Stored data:
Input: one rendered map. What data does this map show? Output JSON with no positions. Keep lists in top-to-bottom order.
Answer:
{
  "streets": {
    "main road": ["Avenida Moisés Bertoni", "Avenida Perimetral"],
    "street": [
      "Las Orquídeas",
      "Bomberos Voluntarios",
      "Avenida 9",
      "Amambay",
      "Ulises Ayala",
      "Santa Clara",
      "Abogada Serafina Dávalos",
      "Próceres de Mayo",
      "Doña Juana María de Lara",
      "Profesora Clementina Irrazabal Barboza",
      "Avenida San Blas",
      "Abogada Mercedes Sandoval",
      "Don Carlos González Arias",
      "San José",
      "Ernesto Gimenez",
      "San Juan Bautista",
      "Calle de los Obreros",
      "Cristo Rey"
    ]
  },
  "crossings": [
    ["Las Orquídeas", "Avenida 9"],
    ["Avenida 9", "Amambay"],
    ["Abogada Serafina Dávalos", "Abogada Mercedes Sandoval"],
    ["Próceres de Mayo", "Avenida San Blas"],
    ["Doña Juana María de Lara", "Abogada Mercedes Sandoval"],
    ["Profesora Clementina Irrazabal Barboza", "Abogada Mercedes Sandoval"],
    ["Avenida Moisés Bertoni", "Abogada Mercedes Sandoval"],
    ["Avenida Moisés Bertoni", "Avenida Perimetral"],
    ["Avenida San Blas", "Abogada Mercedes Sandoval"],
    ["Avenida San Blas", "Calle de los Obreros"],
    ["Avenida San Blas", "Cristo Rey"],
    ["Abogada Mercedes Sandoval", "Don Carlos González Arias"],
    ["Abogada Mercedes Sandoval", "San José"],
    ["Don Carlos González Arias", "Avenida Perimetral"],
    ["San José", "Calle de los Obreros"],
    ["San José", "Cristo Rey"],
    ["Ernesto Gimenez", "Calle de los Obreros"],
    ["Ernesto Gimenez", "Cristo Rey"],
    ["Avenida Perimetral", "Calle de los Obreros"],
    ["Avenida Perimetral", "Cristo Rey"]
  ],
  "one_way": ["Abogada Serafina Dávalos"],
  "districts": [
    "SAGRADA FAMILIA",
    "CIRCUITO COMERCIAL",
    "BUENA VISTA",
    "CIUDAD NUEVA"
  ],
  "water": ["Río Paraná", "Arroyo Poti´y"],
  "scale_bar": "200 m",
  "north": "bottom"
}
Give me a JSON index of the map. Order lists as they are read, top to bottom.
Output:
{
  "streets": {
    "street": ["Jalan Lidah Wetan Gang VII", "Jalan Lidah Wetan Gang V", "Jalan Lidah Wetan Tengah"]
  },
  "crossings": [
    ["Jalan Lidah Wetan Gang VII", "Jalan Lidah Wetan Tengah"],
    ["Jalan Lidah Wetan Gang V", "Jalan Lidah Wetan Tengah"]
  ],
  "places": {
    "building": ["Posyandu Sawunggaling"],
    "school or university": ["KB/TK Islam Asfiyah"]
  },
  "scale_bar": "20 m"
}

• **Assignment**
The answer must be a verbatim transcription of all the entries.

• **Exercise output**
Input: one rendered map. What data does this map show? Output JSON with no positions. Keep lists in top-to-bottom order.
Answer:
{
  "streets": {
    "main road": ["Avenida Moisés Bertoni", "Avenida Perimetral"],
    "street": [
      "Las Orquídeas",
      "Bomberos Voluntarios",
      "Avenida 9",
      "Amambay",
      "Ulises Ayala",
      "Santa Clara",
      "Abogada Serafina Dávalos",
      "Próceres de Mayo",
      "Doña Juana María de Lara",
      "Profesora Clementina Irrazabal Barboza",
      "Avenida San Blas",
      "Abogada Mercedes Sandoval",
      "Don Carlos González Arias",
      "San José",
      "Ernesto Gimenez",
      "San Juan Bautista",
      "Calle de los Obreros",
      "Cristo Rey"
    ]
  },
  "crossings": [
    ["Las Orquídeas", "Avenida 9"],
    ["Avenida 9", "Amambay"],
    ["Abogada Serafina Dávalos", "Abogada Mercedes Sandoval"],
    ["Próceres de Mayo", "Avenida San Blas"],
    ["Doña Juana María de Lara", "Abogada Mercedes Sandoval"],
    ["Profesora Clementina Irrazabal Barboza", "Abogada Mercedes Sandoval"],
    ["Avenida Moisés Bertoni", "Abogada Mercedes Sandoval"],
    ["Avenida Moisés Bertoni", "Avenida Perimetral"],
    ["Avenida San Blas", "Abogada Mercedes Sandoval"],
    ["Avenida San Blas", "Calle de los Obreros"],
    ["Avenida San Blas", "Cristo Rey"],
    ["Abogada Mercedes Sandoval", "Don Carlos González Arias"],
    ["Abogada Mercedes Sandoval", "San José"],
    ["Don Carlos González Arias", "Avenida Perimetral"],
    ["San José", "Calle de los Obreros"],
    ["San José", "Cristo Rey"],
    ["Ernesto Gimenez", "Calle de los Obreros"],
    ["Ernesto Gimenez", "Cristo Rey"],
    ["Avenida Perimetral", "Calle de los Obreros"],
    ["Avenida Perimetral", "Cristo Rey"]
  ],
  "one_way": ["Abogada Serafina Dávalos"],
  "districts": [
    "SAGRADA FAMILIA",
    "CIRCUITO COMERCIAL",
    "BUENA VISTA",
    "CIUDAD NUEVA"
  ],
  "water": ["Río Paraná", "Arroyo Poti´y"],
  "scale_bar": "200 m",
  "north": "bottom"
}
Give me a JSON index of the map. Order lists as they are read, top to bottom.
Output:
{
  "streets": {
    "street": ["Jalan Lidah Wetan Gang VII", "Jalan Lidah Wetan Gang V", "Jalan Lidah Wetan Tengah"]
  },
  "crossings": [
    ["Jalan Lidah Wetan Gang VII", "Jalan Lidah Wetan Tengah"],
    ["Jalan Lidah Wetan Gang V", "Jalan Lidah Wetan Tengah"]
  ],
  "places": {
    "building": ["Posyandu Sawunggaling"],
    "school or university": ["KB/TK Islam Asfiyah"]
  },
  "scale_bar": "20 m"
}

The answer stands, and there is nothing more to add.